### [Your instructions]
Your answer must consist solely of the line containing "write('18px', '#3b302b', '#fbf5ee', streetNames);" and each line after it through the end of the data, copied exactly.

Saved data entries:
┌────────

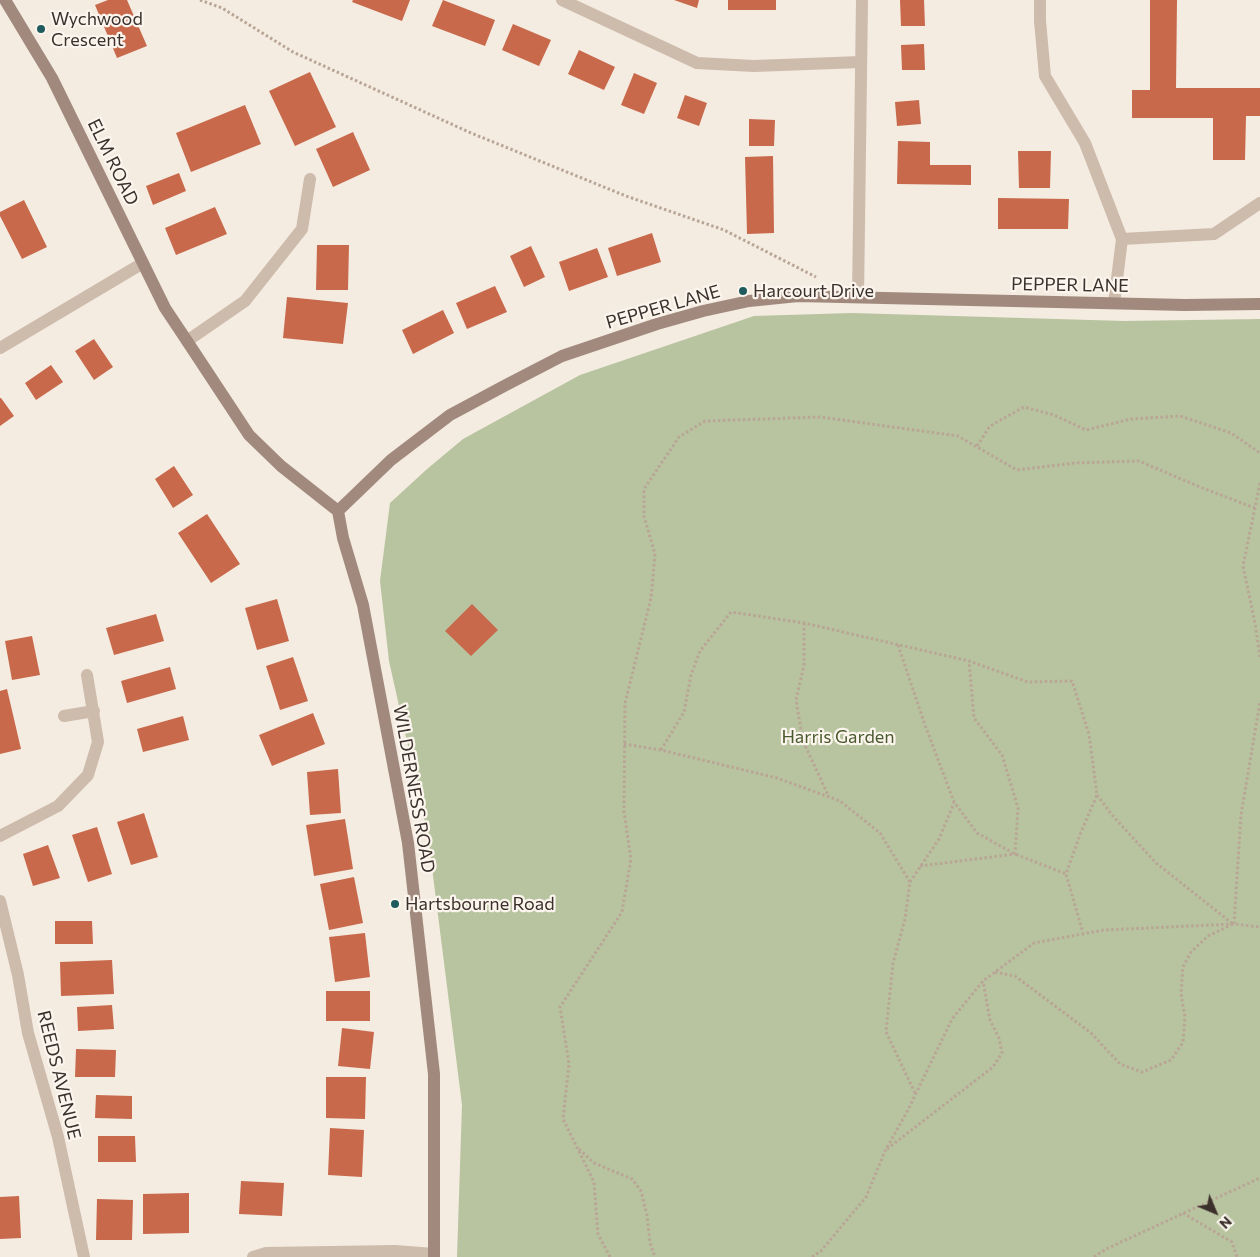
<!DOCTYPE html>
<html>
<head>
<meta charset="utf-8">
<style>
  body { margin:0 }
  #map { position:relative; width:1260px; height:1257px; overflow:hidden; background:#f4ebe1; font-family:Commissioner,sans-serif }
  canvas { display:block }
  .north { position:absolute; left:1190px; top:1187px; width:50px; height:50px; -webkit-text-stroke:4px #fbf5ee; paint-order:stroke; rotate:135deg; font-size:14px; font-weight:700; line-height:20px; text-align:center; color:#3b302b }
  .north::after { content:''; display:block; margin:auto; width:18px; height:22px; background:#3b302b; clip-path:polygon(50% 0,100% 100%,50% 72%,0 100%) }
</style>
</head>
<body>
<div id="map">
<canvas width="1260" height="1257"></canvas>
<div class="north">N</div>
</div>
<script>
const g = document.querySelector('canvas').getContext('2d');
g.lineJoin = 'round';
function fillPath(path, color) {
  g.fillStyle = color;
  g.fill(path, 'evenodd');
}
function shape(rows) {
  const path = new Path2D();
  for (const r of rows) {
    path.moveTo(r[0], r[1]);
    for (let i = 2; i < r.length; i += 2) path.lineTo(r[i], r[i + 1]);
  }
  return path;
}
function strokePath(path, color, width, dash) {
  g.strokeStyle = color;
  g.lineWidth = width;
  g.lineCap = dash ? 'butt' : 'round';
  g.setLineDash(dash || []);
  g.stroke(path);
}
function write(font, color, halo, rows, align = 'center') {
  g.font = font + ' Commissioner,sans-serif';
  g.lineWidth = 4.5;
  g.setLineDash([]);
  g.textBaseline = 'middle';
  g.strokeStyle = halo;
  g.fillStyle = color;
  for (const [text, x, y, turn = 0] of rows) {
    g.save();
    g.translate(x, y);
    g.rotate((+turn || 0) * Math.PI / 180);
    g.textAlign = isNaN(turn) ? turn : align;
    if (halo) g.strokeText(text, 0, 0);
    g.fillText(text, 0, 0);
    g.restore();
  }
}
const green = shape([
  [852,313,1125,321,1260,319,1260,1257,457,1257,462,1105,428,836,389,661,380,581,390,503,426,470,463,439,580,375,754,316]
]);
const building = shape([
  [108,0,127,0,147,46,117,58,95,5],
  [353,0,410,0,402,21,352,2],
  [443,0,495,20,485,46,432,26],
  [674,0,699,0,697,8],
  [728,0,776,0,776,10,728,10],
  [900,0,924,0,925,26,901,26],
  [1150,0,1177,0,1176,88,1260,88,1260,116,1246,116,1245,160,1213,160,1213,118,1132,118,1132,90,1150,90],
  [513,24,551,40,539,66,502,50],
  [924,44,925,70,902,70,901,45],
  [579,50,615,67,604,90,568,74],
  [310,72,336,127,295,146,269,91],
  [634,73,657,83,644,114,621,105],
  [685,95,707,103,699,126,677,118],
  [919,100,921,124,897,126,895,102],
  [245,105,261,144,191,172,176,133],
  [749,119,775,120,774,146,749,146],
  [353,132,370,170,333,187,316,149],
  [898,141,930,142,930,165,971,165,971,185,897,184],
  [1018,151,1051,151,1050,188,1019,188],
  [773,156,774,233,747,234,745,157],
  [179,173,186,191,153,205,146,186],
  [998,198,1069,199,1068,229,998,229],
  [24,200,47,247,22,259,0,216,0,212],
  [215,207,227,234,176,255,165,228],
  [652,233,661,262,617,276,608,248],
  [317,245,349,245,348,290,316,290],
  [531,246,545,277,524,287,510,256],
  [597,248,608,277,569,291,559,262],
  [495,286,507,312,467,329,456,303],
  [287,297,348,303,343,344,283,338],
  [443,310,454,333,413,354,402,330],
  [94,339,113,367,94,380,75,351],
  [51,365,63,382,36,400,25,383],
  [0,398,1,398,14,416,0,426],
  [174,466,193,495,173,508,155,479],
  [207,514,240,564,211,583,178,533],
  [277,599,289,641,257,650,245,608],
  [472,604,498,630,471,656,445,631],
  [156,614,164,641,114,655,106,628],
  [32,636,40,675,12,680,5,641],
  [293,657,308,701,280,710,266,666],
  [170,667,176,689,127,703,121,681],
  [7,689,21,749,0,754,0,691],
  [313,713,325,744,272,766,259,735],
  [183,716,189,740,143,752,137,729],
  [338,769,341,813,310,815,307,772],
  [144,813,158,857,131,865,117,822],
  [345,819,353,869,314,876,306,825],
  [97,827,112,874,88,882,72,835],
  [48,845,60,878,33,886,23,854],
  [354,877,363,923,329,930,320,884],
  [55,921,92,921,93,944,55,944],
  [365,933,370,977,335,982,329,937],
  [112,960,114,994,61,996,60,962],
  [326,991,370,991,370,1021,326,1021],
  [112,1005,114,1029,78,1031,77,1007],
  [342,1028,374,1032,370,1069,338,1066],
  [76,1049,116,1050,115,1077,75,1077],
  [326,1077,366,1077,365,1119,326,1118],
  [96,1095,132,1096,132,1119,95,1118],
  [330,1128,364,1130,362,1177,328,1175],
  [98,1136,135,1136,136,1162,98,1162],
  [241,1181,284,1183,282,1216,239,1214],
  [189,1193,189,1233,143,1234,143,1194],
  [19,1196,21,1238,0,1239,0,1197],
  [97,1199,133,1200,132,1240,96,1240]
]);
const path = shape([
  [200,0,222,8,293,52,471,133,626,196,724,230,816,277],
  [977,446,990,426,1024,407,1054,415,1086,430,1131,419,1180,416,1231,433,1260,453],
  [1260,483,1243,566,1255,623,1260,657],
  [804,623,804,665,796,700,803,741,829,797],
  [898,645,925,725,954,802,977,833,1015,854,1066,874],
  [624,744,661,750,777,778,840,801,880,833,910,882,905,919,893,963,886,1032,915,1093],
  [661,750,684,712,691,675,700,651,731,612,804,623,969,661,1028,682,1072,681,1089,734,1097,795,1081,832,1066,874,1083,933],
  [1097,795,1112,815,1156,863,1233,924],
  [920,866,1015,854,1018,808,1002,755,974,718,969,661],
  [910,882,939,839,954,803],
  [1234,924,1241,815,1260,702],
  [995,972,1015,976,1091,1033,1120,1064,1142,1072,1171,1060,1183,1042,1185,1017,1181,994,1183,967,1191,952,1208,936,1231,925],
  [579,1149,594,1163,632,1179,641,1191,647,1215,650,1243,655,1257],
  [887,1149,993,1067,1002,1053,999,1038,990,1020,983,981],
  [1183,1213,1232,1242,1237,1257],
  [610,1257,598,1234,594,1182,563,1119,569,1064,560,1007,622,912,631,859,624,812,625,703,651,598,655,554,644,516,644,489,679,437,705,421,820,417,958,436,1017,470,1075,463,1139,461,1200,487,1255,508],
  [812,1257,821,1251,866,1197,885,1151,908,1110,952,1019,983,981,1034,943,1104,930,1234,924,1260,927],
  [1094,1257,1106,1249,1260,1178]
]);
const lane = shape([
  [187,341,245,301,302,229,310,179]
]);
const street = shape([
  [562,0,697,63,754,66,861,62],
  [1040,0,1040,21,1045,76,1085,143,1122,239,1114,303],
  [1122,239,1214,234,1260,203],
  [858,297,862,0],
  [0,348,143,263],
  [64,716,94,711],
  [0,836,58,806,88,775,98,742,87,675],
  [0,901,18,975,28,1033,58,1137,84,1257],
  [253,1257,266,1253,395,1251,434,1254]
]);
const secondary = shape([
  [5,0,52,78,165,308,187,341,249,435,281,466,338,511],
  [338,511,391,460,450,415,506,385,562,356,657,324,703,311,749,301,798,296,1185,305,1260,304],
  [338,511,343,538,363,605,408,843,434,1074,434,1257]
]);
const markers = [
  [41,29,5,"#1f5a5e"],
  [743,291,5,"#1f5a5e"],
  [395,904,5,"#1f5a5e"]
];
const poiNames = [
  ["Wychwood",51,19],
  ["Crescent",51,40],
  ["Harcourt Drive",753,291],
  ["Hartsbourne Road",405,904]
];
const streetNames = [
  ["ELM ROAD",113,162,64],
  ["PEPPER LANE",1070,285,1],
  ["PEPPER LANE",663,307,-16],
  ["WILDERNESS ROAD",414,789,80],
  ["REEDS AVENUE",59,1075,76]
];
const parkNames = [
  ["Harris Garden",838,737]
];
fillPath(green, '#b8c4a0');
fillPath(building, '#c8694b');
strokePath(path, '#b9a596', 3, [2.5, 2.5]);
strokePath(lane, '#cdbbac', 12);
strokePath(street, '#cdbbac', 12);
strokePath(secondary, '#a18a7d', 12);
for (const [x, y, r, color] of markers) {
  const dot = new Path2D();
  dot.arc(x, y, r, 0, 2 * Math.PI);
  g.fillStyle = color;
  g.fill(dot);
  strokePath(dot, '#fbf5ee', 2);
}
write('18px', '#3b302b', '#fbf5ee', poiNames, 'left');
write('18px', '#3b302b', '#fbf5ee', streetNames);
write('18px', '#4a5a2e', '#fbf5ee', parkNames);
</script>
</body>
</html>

└────────

### [The completed task]
write('18px', '#3b302b', '#fbf5ee', streetNames);
write('18px', '#4a5a2e', '#fbf5ee', parkNames);
</script>
</body>
</html>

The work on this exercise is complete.